Moi, c’était Lana Turner qui m’enflammait. Ce soir-là, justement, on donnait La Mousson au « Régina Palace ».

Mado m’accompagna ; elle l’avait vu jouer trois fois déjà, mais elle voulait me faire plaisir.

On aurait dit de vrais mariés, un couple descendu des affiches à la surprise générale.

Je sortais au bras de Mado pour la première fois, et je sentais, dans mon dos, le regard envieux des marlous du quartier.

J’aimais que l’on me croie l’amant de cette créature trop blonde.

— Ils te prennent pour un gig, me souffla-t-elle à l’oreille, en m’embrassant sur la joue.

— Tant mieux, lui dis-je, embrasse-moi encore, on va les embêter.

On a joué et le film a commencé.

Au moment le plus intense, où l’on voit Lana Turner en bottes, moulée d’un pantalon de soie noire, le corsage échancré, poitrine offerte à un horrible python qui se dresse sur sa proie, la bobine s’est cassée.

J’étais loin.
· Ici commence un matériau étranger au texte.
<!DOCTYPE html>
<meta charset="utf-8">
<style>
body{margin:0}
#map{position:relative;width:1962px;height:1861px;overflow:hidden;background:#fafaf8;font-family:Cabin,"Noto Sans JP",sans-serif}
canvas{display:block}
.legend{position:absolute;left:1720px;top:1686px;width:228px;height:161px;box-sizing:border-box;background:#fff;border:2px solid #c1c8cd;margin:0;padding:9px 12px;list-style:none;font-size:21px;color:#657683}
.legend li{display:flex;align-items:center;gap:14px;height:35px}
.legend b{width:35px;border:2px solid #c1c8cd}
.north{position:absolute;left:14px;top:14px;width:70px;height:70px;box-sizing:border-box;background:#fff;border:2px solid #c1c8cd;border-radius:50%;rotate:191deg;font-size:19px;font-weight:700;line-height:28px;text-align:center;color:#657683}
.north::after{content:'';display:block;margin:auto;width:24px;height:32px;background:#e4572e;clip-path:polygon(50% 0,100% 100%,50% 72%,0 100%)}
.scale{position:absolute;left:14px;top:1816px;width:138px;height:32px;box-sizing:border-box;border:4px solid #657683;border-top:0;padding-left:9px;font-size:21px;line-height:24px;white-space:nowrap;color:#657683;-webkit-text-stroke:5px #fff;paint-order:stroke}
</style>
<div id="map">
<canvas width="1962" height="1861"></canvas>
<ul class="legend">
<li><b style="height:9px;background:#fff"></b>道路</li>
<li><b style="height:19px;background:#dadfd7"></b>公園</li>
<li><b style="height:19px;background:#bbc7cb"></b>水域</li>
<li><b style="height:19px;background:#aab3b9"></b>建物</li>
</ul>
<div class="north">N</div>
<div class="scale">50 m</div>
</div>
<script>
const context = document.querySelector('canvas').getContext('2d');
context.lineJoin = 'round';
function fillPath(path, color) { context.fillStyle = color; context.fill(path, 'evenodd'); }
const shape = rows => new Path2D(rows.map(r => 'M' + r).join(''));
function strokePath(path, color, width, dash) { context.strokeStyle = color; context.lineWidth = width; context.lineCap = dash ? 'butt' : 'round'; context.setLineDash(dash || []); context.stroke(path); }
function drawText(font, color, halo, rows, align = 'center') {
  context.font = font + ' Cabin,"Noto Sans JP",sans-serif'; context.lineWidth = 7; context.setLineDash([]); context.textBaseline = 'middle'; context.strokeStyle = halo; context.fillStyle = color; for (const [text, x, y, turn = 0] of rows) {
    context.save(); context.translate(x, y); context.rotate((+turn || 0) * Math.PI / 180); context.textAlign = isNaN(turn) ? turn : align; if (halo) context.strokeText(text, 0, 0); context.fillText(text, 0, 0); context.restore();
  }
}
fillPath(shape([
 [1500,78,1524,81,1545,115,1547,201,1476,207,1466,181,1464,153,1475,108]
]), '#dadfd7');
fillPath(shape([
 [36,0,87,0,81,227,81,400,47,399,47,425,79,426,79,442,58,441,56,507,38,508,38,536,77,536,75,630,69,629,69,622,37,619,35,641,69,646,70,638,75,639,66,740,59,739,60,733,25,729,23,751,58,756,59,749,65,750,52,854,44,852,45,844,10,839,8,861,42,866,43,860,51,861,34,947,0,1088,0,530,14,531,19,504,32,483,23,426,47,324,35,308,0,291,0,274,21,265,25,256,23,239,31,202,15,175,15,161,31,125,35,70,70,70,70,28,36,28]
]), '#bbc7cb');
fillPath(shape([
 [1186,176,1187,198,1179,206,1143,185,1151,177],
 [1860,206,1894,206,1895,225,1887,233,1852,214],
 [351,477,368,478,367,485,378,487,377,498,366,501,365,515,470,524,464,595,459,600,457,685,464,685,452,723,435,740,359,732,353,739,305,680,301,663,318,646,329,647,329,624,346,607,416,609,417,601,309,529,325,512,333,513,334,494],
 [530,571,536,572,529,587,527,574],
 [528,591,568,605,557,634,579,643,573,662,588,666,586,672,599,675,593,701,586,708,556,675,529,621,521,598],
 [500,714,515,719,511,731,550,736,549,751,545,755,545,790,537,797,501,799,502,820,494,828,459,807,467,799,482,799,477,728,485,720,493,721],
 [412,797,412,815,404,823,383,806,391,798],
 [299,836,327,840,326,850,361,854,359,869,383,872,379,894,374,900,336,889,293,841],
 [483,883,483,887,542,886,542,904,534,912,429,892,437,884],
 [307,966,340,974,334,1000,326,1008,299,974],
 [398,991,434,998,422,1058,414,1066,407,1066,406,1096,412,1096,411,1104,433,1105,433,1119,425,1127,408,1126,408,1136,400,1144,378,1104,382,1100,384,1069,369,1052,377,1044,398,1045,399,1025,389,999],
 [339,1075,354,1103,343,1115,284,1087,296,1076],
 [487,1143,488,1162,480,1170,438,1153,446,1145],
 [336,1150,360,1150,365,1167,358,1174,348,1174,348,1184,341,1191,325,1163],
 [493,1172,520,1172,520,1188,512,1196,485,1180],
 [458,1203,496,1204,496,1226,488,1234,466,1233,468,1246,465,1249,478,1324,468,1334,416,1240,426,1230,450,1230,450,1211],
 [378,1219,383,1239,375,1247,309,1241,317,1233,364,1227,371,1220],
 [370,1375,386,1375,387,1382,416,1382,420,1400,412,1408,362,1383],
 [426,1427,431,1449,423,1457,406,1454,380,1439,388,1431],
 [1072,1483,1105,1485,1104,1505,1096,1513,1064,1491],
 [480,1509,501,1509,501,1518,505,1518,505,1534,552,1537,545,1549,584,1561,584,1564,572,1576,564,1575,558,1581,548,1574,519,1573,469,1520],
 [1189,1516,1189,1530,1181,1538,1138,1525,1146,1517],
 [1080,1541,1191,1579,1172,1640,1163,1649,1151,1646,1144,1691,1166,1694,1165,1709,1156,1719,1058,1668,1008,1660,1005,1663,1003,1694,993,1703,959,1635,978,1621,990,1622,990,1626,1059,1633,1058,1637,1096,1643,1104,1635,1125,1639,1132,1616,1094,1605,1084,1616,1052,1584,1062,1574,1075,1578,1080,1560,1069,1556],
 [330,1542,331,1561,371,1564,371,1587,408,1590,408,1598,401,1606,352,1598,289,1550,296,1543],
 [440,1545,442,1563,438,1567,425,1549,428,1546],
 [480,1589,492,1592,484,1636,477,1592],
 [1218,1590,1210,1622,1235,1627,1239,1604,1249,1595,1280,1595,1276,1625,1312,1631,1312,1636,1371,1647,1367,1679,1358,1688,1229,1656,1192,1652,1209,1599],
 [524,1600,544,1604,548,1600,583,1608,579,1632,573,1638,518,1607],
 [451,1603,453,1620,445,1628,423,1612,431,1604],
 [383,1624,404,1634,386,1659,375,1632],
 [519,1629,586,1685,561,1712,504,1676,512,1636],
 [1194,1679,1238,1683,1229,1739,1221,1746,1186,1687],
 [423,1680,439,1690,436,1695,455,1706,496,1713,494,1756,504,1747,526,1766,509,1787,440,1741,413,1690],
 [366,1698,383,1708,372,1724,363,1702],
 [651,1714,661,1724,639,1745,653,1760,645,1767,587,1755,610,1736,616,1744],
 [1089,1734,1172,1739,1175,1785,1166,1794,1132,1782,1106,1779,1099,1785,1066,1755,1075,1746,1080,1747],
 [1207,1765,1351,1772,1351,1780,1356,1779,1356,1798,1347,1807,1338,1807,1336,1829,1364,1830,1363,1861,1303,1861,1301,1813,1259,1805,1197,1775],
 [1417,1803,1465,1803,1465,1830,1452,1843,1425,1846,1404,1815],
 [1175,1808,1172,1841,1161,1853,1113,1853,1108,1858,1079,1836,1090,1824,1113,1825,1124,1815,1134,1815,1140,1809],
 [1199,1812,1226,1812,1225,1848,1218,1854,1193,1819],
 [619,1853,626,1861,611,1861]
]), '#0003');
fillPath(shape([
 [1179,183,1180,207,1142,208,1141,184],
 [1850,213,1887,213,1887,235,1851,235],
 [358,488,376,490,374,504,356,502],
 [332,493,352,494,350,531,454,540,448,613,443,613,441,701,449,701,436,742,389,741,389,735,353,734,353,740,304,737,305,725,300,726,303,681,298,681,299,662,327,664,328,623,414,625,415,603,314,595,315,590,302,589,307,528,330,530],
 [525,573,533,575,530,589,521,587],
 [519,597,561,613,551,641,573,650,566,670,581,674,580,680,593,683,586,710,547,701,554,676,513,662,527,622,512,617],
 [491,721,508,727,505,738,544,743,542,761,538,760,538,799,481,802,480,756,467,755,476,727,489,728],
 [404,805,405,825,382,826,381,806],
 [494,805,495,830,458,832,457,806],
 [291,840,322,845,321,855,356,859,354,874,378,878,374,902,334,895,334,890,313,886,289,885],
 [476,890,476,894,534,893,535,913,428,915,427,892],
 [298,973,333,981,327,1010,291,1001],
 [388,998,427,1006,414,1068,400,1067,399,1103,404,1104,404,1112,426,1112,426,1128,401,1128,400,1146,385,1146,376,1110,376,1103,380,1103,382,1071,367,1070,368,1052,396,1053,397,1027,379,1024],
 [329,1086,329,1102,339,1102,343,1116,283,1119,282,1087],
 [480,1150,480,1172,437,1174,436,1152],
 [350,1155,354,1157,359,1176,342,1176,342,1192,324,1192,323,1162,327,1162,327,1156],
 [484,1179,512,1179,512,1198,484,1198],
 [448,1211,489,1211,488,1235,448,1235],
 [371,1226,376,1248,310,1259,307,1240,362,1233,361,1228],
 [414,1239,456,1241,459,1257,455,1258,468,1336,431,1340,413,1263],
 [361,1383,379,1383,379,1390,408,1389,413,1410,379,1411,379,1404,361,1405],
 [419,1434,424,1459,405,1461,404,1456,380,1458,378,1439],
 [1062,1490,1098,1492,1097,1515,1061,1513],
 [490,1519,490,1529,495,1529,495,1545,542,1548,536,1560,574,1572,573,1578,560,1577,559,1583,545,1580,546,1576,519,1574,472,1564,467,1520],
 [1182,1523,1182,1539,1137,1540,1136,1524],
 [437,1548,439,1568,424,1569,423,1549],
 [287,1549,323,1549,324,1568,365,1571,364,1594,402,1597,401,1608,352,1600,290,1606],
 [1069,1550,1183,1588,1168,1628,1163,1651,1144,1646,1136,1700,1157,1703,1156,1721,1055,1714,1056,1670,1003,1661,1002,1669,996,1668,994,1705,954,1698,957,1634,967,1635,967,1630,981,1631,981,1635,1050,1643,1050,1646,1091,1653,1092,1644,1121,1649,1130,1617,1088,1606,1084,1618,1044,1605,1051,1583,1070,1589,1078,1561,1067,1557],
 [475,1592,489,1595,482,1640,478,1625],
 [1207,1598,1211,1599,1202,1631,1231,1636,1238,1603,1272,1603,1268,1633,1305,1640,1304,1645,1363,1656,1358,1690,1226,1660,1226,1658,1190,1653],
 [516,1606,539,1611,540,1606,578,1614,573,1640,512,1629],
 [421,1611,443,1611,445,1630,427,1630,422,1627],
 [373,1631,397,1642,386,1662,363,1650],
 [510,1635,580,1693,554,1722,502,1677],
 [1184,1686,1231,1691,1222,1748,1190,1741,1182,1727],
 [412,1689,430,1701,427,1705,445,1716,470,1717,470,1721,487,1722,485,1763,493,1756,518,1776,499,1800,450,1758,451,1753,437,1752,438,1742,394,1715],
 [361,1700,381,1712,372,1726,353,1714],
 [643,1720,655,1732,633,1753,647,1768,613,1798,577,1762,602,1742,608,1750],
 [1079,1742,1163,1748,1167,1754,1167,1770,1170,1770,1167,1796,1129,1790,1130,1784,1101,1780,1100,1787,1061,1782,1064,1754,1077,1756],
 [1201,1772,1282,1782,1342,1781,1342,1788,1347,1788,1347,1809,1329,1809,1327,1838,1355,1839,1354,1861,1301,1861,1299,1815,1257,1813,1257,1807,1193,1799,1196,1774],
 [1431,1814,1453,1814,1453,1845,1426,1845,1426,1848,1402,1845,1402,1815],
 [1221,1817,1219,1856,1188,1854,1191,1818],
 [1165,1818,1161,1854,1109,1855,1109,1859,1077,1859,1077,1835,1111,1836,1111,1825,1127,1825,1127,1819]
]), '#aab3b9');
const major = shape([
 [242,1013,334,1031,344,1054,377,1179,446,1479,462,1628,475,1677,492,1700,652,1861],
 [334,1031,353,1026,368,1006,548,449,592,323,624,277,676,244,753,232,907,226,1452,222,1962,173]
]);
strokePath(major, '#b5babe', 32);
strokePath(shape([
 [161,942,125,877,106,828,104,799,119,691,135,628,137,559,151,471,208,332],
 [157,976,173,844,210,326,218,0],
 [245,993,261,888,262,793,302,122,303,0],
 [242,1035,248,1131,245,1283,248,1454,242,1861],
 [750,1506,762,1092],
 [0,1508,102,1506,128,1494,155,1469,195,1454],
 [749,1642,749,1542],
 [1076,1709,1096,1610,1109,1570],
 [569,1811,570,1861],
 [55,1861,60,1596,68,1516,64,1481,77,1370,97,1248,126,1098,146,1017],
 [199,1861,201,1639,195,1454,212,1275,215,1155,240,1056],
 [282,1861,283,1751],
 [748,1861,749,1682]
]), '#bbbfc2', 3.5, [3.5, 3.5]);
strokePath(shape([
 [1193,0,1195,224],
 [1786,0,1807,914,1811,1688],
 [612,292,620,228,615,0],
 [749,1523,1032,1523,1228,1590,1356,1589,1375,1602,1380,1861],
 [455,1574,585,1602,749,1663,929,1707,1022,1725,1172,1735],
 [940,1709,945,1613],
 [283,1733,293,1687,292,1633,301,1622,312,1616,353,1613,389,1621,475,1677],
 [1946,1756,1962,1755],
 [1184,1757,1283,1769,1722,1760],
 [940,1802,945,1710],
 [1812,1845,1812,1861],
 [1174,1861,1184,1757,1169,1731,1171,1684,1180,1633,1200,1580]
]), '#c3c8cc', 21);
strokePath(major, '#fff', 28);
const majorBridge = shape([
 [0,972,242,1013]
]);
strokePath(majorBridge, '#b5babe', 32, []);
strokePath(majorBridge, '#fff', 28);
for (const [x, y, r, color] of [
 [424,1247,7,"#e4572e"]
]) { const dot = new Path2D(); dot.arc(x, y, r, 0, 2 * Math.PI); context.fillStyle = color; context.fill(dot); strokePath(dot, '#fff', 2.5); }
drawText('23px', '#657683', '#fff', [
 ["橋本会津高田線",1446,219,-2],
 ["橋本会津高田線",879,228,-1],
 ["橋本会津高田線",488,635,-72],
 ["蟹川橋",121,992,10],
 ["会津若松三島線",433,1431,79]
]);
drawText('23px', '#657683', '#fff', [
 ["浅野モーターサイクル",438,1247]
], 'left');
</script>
On a entendu quelques sifflets dans la salle, la lumière est revenue faiblement et Mado a sorti son mouchoir pour essuyer sur ma joue les traces de son rouge à lèvres.

— Alors, me dit-elle, tu trouves vraiment que je lui ressemble ?

Ceux qui se souviennent de Mado dans ces années-là savent que j’ai raison.

On se retournait sur son passage. C’était une femme capiteuse comme on le dit d’un parfum. Entêtante, exactement.

Cette façon qu’elle avait de croiser les jambes, ou de lancer négligemment son écharpe blanche autour de son cou, intimidait les jeunes gens les plus empressés.

Elle prenait la pose pour leur donner le change, mais elle valait mieux que les sentiments qu’elle inspirait.

On s’était bousculé pour lui faire l’amour, mais qui lui avait dit « je t’aime » ?

Comme l’actrice, Mado avait connu beaucoup d’hommes et voilà, vingt ans après avoir pleuré pour un marin, elle rentrait dormir seule dans un pavillon de la banlieue parisienne.

Sur l’écran du « Régina Palace », Lana Turner se blottissait au creux du lit de Richard Burton ; dans la salle, chacun retenait son souffle et je me disais que les femmes sont condamnées à faire semblant.